The group exists in relation to church communities, church buildings and other places of worship of all religions in Kent (including their contents, churchyards and associated buildings) to promote: study of their history and archaeology; publication of the results of such study; and, the spread of public knowledge of, and interest in, them.
The Committee consists of a panel of people interested in church buildings, spanning a wide range of backgrounds. Some of us are have architectural interests, others are archivists, archaeologists and local historians.
Kent Churches – Architectural & Historical Information with ‘Tim Tatton-Brown’s surveys of individual Kent Churches’
The Restoration Church and the Parish Sat 15th October 2016, 10.00–16.00 King Charles the Martyr, London Road, Tunbridge Wells, Kent
This will be the fourth parish study day organised by the churches committee.

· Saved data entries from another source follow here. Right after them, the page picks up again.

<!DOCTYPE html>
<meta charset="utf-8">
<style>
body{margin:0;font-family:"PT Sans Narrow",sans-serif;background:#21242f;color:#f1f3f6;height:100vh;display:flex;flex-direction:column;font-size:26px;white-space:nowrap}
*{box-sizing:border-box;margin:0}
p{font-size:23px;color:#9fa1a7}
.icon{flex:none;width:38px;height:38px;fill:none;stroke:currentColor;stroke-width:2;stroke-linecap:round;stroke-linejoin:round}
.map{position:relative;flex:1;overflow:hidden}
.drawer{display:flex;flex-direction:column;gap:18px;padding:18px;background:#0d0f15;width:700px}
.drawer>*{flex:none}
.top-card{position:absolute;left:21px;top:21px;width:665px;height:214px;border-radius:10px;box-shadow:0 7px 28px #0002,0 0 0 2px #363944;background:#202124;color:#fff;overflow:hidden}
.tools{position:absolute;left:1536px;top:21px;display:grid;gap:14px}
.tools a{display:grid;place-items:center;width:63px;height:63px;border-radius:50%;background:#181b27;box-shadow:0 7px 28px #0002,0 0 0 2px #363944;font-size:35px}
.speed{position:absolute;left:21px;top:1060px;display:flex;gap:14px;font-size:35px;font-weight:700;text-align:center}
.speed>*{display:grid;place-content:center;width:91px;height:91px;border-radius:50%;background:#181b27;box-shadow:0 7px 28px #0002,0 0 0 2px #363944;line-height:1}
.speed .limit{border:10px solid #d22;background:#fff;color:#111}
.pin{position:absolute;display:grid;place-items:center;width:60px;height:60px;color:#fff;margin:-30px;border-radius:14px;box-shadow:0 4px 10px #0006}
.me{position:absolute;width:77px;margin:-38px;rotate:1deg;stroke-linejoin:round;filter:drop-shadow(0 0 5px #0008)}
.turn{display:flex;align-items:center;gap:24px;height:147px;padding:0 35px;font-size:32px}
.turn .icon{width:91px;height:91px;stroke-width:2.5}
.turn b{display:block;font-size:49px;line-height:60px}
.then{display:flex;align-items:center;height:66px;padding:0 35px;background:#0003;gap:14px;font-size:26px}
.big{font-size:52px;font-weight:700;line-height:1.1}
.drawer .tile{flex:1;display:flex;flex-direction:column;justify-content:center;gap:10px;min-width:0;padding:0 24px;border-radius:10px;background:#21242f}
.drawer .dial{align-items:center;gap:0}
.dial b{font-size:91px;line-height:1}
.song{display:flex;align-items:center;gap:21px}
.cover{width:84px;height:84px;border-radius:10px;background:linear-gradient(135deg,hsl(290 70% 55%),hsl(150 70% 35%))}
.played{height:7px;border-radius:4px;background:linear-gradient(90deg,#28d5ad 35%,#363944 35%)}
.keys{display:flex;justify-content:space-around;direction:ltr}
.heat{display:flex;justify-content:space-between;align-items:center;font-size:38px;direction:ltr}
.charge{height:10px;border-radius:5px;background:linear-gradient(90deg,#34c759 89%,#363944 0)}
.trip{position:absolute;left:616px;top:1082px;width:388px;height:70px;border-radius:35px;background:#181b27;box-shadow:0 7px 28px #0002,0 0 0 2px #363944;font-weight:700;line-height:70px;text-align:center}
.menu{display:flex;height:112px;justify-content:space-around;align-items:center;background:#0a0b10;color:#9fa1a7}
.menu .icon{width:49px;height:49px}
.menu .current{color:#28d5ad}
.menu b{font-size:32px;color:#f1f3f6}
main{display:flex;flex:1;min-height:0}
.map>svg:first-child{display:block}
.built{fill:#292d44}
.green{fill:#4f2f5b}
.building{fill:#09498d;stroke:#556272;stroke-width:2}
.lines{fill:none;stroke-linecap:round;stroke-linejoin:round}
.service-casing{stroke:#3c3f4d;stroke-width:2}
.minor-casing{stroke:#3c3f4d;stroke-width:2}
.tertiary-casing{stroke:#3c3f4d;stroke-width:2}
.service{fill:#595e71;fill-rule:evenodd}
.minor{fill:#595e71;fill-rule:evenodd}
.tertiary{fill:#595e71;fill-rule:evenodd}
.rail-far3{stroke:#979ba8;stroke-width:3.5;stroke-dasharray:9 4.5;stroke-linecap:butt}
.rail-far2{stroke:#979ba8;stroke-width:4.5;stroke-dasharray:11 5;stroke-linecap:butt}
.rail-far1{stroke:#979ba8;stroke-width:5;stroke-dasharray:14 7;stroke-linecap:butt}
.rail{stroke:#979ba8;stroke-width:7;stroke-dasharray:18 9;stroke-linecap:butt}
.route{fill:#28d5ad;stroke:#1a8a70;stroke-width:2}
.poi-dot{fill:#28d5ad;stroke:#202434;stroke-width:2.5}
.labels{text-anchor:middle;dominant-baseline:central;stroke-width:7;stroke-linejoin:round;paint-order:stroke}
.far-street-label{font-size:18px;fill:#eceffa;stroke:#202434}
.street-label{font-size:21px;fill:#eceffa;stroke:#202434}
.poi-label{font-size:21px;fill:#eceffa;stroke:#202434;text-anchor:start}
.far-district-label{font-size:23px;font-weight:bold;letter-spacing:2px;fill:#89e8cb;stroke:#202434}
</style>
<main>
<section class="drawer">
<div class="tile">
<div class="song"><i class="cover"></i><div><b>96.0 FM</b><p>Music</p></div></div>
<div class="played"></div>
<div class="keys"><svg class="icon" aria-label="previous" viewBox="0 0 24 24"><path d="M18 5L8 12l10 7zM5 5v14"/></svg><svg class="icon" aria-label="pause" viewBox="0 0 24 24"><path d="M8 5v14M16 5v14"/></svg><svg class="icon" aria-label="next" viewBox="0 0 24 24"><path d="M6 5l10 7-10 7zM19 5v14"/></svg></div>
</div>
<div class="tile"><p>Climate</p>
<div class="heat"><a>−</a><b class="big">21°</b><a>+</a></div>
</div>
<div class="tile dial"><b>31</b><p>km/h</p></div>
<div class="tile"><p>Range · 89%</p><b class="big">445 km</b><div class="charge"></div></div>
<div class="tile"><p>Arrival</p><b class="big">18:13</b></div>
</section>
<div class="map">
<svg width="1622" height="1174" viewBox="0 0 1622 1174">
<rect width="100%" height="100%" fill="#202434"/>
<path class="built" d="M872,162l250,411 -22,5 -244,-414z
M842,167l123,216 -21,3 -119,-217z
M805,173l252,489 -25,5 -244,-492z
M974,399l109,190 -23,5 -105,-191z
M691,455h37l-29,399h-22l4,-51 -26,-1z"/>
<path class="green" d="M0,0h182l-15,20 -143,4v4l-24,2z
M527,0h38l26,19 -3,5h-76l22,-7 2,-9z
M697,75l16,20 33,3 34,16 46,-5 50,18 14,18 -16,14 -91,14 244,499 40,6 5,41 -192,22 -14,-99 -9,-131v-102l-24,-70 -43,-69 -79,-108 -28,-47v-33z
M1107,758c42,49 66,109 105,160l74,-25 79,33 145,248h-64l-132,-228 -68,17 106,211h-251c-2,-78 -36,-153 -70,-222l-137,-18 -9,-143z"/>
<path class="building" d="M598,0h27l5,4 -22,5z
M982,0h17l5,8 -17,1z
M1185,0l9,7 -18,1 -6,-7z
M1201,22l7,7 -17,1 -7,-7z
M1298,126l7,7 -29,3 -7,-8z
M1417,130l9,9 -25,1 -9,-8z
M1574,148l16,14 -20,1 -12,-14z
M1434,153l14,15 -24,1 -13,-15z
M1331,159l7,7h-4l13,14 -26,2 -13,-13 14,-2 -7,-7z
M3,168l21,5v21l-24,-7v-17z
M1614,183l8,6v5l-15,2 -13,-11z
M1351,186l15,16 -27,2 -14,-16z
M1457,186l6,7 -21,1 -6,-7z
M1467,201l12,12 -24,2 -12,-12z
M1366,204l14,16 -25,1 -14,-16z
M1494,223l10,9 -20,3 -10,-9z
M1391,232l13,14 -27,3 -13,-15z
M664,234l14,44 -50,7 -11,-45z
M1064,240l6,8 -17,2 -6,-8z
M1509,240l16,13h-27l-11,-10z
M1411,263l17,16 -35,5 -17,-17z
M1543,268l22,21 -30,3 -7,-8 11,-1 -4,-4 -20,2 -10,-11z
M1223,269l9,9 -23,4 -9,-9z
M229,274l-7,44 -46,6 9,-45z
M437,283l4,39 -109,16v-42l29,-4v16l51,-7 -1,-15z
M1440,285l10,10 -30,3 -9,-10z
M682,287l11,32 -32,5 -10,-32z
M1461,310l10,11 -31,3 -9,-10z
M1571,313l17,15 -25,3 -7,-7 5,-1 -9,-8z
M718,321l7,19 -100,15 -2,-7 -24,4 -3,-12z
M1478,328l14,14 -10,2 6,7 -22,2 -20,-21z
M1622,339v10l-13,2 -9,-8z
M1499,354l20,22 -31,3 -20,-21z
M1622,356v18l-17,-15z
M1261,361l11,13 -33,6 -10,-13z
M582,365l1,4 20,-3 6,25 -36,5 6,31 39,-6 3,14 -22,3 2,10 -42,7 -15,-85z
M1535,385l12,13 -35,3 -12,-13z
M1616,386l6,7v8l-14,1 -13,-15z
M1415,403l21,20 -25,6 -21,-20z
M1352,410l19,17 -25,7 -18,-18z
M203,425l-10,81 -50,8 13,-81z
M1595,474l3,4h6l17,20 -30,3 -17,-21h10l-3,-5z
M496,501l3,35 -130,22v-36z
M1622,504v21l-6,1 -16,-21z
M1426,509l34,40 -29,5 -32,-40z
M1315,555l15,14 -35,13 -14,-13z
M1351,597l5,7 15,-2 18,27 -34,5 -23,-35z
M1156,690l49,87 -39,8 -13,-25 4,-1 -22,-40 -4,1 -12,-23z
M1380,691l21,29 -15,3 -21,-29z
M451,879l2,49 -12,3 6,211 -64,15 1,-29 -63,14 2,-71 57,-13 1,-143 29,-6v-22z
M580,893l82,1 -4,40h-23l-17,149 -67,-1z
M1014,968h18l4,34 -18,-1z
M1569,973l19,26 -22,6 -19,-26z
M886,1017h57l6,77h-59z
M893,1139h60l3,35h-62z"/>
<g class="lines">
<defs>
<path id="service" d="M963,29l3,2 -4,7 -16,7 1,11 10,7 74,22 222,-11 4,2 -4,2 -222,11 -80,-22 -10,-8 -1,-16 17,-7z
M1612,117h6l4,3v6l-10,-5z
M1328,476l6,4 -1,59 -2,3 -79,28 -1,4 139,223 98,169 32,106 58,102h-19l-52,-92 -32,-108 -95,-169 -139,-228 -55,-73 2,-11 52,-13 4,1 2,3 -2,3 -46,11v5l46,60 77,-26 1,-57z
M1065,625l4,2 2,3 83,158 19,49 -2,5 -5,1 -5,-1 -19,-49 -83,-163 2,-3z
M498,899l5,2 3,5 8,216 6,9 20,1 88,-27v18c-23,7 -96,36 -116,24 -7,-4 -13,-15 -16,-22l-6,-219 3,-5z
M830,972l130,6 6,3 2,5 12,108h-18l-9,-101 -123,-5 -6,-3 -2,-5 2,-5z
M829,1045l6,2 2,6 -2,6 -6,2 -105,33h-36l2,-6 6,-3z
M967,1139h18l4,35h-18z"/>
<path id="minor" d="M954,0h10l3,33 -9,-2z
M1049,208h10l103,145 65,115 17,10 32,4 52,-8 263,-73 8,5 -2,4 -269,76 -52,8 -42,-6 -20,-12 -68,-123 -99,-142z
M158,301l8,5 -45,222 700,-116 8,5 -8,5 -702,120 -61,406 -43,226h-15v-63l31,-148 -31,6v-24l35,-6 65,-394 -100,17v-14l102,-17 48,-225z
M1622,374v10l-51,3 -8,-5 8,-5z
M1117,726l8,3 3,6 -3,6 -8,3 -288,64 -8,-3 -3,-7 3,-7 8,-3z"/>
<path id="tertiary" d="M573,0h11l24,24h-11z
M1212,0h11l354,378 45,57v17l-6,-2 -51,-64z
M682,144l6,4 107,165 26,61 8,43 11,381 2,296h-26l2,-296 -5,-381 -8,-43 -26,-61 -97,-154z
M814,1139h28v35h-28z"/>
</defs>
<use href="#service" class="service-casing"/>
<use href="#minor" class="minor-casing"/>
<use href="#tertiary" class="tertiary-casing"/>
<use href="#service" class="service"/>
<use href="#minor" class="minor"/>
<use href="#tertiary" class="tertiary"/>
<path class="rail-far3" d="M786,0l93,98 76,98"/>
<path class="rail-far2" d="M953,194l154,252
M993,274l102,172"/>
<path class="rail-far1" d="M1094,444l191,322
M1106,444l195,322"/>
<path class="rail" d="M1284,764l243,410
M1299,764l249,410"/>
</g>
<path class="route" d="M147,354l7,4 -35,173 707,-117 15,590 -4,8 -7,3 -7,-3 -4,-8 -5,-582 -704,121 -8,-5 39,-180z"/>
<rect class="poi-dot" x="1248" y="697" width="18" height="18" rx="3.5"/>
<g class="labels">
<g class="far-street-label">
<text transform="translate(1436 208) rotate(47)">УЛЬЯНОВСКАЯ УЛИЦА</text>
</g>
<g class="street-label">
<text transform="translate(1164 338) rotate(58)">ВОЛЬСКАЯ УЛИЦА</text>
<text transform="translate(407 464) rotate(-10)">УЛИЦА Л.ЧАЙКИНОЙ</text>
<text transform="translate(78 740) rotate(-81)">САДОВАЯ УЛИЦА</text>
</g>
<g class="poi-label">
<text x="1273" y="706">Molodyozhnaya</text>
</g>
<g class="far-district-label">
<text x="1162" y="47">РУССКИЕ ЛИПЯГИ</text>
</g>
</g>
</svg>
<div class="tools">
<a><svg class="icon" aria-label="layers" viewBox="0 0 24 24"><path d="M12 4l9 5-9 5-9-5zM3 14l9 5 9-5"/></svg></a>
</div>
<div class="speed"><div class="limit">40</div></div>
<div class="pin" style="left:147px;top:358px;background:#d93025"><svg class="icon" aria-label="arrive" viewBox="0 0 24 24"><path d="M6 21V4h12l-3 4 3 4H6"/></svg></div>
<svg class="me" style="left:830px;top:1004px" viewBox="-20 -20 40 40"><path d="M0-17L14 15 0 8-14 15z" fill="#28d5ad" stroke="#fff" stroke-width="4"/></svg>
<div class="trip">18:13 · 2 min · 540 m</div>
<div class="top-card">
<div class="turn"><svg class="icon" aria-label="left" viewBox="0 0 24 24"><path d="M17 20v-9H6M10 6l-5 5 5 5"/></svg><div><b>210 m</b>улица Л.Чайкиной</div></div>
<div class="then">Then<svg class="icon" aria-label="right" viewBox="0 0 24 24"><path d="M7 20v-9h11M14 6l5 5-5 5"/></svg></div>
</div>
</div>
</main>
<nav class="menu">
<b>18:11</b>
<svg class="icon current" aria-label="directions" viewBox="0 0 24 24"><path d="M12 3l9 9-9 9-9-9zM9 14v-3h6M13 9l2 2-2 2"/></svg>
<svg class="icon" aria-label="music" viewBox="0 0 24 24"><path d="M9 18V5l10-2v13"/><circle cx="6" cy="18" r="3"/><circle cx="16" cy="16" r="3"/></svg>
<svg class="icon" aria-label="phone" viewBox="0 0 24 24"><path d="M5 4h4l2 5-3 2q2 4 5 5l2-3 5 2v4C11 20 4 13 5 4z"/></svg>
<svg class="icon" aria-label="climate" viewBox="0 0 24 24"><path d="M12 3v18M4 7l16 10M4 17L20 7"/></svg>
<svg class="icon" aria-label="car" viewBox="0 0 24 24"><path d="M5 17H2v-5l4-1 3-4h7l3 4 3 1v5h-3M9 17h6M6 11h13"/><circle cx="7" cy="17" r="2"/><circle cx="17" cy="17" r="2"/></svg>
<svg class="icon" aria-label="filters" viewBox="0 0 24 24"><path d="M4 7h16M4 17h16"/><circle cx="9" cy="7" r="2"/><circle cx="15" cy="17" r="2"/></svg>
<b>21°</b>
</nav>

Chronologically, the parish in the Middle Ages was explored at St Leonard’s church, Hythe, to be followed by living through the Reformation at St Dunstan’s church on the outskirts of Canterbury. The nineteenth-century Oxford Movement and its legacy was the subject at Holy Trinity, Folkestone, and in 2016 there will be a shift back in time to the Restoration Church of the late seventeenth century at Tunbridge Wells, a church built during the period at a cost of over £2,200.
The Restoration of Charles II brought the re-establishment of Anglicanism and the return of the bishops, but rather than a return to the national church of Archbishop Laud, historians consider the settlement of 1662 marked an understanding that there was no going back to 1640. Instead there appears to have been an acceptance, at least initially, of the need for at least some sort of compromise in an attempt to provide parochial worship that could be accepted by most people. For even though the revised Book of Common Prayer was reinstated, to the annoyance of many Puritans, at first there seems to have been a willingness to live and let live by the authorities. Of course, for some dissenters such compromises were impossible and a significant number of parish clergy from the Cromwellian period were deprived of their livings for failing to conform. Until 1674 some of these men aided dissenters to worship collectively in secret, as only thereafter were such dissenting congregations able to meet openly. At the other end of the religious spectrum there were still Roman Catholics, but in Kent such recusants were predominantly members of the county gentry and their tenants.
Religious belief and how this should be expressed through organised worship continued to be hot topics for contemporaries, albeit the bitter disputes of the 1640s and 1650s had been largely left behind by most, or forced underground by the repressive laws against dissent of the Clarendon Code. And it is this restored church at the level of the parish within the context of the religious settlements of the late seventeenth century that will be explored by participants of the study day in Tunbridge Wells. Moreover it is especially fitting that it will take place at one of the very few churches dedicated to King Charles the Martyr, thereby adding a further intriguing element to the day’s programme.
Following the successful format employed at previous study days, in the morning participants will be treated to a number of illustrated lectures that will introduce the locality and provide a contextual framework for the study of the Restoration Church and Parish. The speakers will be Dr Philip Whitbourn, the author of several works on the church and the town, who will introduce late seventeenth-century Tunbridge Wells; Rebecca Warren, who is nearing completion of her doctoral study of the Cromwellian Church and its ministers at the University of Kent. She will provide an assessment of the Anglican Church from the Civil War period to the Act of Toleration (1689). She will be followed by Dr Matthew Reynolds, an ecclesiastical historian, who will consider perceptions of Charles as martyr in late seventeenth-century England.
Following lunch provided within the price of the ticket, the focus for the afternoon will turn to the parish church of King Charles the Martyr. Participants will be split into groups (by ticket colour) and explore either the church building or church documents, under the guidance of members of the churches committee and parish. Again, as previously, it is hoped to have original documents at the church (under the care of a qualified archivist and churches committee member), as well as copies of contemporary documents for participants to study. After a tea break the groups will swop over so that all can investigate both the building and documents, and the day will close following a final short period of discussion.